In kayaking, a playspot is a place where there are favorable stationary features on rivers, in particular standing waves (which may be breaking or partially breaking), 'holes' and 'stoppers', where water flows back on itself creating a retentive feature (these are often formed at the bottom of small drops or weirs), or eddy lines (the boundary between slow moving water at the rivers' edge, and faster water).
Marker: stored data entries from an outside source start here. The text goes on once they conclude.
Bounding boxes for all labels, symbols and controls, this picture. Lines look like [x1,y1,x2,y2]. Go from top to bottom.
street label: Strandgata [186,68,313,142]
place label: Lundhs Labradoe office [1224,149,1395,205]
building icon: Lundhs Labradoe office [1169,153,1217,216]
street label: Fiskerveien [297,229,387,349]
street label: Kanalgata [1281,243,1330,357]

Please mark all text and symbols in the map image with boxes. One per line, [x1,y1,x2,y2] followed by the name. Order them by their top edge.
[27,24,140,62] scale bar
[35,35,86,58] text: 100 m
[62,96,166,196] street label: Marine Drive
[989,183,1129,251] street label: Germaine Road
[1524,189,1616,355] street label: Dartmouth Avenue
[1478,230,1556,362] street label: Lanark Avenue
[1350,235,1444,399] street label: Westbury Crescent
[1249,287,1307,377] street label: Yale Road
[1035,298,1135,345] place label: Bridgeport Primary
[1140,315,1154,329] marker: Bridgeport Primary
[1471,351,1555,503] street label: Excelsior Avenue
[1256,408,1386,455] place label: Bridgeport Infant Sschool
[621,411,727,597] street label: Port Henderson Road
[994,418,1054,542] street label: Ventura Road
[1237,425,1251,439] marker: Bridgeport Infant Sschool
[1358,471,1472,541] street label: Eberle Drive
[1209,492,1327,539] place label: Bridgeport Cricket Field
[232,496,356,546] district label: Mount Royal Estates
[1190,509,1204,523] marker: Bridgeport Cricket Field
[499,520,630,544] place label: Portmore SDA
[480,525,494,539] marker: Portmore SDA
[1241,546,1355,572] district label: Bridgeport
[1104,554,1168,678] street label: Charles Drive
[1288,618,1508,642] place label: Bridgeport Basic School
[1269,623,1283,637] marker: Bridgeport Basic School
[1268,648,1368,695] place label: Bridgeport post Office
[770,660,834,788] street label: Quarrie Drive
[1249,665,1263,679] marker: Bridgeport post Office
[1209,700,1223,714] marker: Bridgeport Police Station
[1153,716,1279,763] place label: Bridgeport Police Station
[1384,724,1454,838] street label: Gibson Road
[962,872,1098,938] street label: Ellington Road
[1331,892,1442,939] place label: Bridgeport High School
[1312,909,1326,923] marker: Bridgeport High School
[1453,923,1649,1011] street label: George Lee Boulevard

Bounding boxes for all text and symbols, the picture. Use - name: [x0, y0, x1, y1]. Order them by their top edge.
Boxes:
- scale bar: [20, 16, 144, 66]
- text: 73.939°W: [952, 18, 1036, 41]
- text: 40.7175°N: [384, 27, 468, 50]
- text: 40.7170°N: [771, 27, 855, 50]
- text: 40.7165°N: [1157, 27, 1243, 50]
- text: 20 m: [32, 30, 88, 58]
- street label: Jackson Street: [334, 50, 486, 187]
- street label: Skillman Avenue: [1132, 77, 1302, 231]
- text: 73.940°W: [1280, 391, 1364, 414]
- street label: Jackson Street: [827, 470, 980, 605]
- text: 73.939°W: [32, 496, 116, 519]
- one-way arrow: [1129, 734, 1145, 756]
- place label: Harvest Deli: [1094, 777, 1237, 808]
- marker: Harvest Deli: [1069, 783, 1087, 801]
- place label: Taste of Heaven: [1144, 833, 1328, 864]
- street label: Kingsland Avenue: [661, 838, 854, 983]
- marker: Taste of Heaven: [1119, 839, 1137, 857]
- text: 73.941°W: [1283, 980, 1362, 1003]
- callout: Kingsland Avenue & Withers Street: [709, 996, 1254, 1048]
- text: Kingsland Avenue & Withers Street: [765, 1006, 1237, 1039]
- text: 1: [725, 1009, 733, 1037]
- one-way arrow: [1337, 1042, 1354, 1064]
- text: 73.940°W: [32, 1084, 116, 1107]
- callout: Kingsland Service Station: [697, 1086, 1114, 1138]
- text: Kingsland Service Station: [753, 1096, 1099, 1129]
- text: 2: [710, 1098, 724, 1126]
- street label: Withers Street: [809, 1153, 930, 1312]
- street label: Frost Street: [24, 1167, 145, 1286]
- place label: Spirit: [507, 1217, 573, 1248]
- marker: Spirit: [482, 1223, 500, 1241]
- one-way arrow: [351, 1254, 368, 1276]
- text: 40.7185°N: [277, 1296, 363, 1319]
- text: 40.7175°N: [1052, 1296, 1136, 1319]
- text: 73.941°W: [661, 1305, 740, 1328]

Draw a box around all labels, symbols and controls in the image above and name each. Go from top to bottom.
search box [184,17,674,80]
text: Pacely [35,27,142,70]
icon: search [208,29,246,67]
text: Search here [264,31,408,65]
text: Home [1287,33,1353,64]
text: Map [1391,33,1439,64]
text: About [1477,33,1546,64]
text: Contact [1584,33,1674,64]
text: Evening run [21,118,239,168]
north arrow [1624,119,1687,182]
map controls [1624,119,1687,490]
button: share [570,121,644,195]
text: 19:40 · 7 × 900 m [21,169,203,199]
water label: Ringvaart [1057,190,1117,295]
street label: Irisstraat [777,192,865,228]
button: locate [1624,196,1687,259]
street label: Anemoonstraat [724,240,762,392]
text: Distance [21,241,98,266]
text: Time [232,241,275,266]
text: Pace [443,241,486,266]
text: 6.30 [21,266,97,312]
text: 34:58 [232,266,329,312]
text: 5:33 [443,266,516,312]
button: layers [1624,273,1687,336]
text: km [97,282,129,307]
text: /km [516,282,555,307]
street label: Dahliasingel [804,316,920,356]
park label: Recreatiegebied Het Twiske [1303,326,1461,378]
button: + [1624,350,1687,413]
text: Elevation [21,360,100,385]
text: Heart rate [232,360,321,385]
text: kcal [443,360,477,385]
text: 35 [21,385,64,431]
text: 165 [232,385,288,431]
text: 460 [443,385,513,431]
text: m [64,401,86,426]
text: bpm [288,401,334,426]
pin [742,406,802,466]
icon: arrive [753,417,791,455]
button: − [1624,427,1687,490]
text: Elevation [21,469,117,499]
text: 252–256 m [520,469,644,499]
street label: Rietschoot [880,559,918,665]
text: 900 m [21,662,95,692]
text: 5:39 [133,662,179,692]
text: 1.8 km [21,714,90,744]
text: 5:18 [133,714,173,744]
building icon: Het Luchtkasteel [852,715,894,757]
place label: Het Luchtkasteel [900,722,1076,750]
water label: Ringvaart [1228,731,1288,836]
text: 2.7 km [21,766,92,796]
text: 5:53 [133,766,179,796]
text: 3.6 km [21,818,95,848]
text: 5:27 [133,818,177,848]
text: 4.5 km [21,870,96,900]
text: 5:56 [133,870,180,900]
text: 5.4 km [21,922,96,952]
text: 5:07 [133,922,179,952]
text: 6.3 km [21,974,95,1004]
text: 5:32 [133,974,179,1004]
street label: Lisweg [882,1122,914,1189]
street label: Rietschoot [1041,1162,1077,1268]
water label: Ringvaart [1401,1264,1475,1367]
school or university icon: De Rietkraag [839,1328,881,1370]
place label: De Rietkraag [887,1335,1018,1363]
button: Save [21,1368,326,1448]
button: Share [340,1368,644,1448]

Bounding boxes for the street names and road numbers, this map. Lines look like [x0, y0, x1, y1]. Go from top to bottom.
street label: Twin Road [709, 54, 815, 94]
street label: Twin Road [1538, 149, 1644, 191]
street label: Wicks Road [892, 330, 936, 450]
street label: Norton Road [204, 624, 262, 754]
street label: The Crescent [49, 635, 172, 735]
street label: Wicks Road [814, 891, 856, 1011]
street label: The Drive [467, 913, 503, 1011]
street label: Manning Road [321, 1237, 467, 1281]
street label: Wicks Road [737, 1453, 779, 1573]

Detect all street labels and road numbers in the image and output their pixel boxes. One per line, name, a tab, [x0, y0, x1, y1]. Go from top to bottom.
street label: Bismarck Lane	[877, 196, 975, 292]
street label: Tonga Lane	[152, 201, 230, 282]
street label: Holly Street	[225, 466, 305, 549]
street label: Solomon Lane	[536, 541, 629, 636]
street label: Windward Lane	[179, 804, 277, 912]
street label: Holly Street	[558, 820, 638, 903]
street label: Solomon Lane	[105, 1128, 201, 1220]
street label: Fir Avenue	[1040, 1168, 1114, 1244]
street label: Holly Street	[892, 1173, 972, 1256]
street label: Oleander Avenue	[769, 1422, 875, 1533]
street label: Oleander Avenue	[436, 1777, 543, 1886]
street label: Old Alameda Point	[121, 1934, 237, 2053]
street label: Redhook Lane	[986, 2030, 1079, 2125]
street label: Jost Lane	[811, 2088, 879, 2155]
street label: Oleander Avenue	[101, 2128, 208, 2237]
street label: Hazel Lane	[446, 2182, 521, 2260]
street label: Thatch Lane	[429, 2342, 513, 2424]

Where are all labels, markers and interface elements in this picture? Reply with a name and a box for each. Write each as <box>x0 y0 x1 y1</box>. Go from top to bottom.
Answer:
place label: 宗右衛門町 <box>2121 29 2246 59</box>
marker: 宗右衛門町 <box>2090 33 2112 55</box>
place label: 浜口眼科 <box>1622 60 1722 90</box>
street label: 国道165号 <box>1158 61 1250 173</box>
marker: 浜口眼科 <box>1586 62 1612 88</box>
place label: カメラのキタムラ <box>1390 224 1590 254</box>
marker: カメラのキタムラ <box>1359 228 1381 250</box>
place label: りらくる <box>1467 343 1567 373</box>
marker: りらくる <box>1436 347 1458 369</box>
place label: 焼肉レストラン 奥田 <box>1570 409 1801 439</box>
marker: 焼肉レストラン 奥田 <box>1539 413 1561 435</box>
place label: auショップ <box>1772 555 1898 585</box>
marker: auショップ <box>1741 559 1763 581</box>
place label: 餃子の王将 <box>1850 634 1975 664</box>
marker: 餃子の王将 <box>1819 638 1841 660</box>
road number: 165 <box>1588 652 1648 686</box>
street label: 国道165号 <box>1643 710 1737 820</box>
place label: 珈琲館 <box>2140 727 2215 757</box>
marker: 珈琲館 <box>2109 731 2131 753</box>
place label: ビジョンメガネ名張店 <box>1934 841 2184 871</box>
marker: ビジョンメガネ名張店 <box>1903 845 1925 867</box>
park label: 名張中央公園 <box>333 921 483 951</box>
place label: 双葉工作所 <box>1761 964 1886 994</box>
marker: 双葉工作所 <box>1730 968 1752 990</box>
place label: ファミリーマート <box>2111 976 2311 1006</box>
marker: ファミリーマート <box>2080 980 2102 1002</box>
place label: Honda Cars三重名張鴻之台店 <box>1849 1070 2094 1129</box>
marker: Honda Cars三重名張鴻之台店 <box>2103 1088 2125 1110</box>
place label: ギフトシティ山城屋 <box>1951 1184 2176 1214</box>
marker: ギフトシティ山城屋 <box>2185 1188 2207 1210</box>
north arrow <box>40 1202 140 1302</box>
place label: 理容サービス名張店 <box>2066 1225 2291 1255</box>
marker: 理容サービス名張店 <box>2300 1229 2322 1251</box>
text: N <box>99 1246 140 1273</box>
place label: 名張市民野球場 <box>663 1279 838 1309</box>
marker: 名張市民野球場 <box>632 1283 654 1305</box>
Playspots exist both in natural and artificial whitewater.

==Playboating==
Playboating is sometimes performed on dynamic moving features such as haystacks (large boils) and whirlpools, or on flat water (this is often referred to as flatwheeling). Playspots are found on natural whitewater, on artificial weirs, on artificial whitewater courses, and occasionally on tidal races in the sea.

==Popular Playspots==

===Natural year-round playspots===
Europe
- The Rabioux wave on the Durance in France
- Hawaii-sur-Rhône on the Rhône River, in Lyon, France

North America
- Lunch Counter on the Snake River in Wyoming
- Hell Hole on the Ocoee River in Tennessee
- Rock Island State Park in the Cumberland Mountains of Tennessee
- School House Rock "KRH" playhole in California
- Zoar Gap rapid on the Deerfield River near Charlemont, Massachusetts
- Kananaskis River in Alberta, Canada

Further natural year-round playspots
- Kaituna "bottom Hole" Rotorua, New Zealand

===High volume rivers===
Many high-volume rivers are often run for their playspots:

Africa
- The White Nile in Uganda
- The Zambezi in Zambia

North America
- The Slave River in Canada
- Mini Bus, Big Bus, Gladiator, and Garburator on The Ottawa River in Canada
- The Lachine Rapids in Quebec
- Wave-o-Saurus on the Connecticut River in Holyoke, Massachusetts

===Weirs===
- Hurley Weir on the Thames, near London
- Sluice on River Liffey, Lucan, Dublin, Ireland
- Shrewsbury, Shropshire Weir on the River Severn

===Man-enhanced playspots===
====Europe====
- Terminator Wave, Erzherzog-Johann-Brücke, Graz, Austria
- Almwelle, Almkanal, Salzburg, Austria
- Eisbach, Munich, Germany

====North America====
- The Gutter on the Payette River in Horseshoe Bend, Idaho
- The U.S. National Whitewater Center in Charlotte, North Carolina
- The Salida playhole in Colorado
- The Golden Kayak Park in Golden, Colorado
- The Lower Saluda River in Columbia, SC. Specifically, Millrace Rapids near the Riverbanks Zoo
- Rio Vista Park on the San Marcos River in San Marcos, Texas
- Slumber Falls on the Guadalupe River near New Braunfels, Texas
- 'Heavy D', or 'The Ruins' in the deschenes on the Ottawa River in Ottawa, Ontario

===Tidal races===
Europe
- The Bitches in Wales
- The Swellies on the Menai Strait, Wales
- The Falls of Lora in Scotland
- The Arches, Malahide Estuary in Dublin, Ireland
- Clifden Hole, Clifden, County Galway, Ireland

North America
- Skookumchuck Narrows in Canada
- Cohasset Tidal Rip in Cohasset, Massachusetts
- Sheepscot Reversing Falls in Newcastle, Maine

===Others===
The Tryweryn in Wales, the Dee near Llangollen in Wales, the Washburn in England, and Hambledon Weir on the Thames have been modified (by moving boulders on the river bed, or in the case of Hambledon by installing pneumatic kicker ramps on the river bed) to create better playspots.

Construction has been completed on Brennan's Wave a project in Missoula, USA, that is converting a broken diversion dam into a playpark for kayakers.